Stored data

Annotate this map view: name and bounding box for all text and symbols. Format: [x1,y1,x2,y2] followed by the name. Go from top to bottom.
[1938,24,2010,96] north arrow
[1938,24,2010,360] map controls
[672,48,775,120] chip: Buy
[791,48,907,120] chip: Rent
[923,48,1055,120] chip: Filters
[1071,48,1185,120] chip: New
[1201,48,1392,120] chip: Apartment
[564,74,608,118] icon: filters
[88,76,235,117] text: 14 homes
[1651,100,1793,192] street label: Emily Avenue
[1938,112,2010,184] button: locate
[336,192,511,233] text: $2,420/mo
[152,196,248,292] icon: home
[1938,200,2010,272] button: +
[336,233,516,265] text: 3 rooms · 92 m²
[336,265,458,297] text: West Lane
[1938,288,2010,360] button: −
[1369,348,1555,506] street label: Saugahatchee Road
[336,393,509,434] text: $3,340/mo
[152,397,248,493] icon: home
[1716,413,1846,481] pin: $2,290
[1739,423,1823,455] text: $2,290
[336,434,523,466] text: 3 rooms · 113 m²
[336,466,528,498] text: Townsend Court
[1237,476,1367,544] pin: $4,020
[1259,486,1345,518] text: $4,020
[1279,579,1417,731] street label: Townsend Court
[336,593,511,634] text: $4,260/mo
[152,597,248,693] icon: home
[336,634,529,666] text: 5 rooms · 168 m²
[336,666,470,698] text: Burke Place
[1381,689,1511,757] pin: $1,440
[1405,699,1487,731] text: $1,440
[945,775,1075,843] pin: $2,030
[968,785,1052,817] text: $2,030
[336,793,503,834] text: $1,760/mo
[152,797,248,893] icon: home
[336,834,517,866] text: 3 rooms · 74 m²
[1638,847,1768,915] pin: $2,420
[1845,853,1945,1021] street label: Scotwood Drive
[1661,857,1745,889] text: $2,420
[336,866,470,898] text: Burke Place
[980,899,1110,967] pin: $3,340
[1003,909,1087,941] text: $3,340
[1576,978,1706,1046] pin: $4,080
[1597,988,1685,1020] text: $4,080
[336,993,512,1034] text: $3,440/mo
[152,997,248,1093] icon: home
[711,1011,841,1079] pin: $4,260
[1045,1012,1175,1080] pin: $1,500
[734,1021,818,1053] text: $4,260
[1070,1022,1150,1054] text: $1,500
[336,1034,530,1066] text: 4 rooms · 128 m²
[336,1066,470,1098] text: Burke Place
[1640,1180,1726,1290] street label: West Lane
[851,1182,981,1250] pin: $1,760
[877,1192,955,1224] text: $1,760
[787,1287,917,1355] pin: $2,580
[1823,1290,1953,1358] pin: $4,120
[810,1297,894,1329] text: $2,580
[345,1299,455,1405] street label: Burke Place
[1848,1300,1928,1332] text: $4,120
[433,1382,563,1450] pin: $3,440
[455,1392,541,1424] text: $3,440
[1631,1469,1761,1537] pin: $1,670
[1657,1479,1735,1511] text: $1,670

**EXERCISE OBJECTIVE:** Go through the data above and copy each line in which "West" appears.

**ANSWER BOX:**
[336,265,458,297] text: West Lane
[1640,1180,1726,1290] street label: West Lane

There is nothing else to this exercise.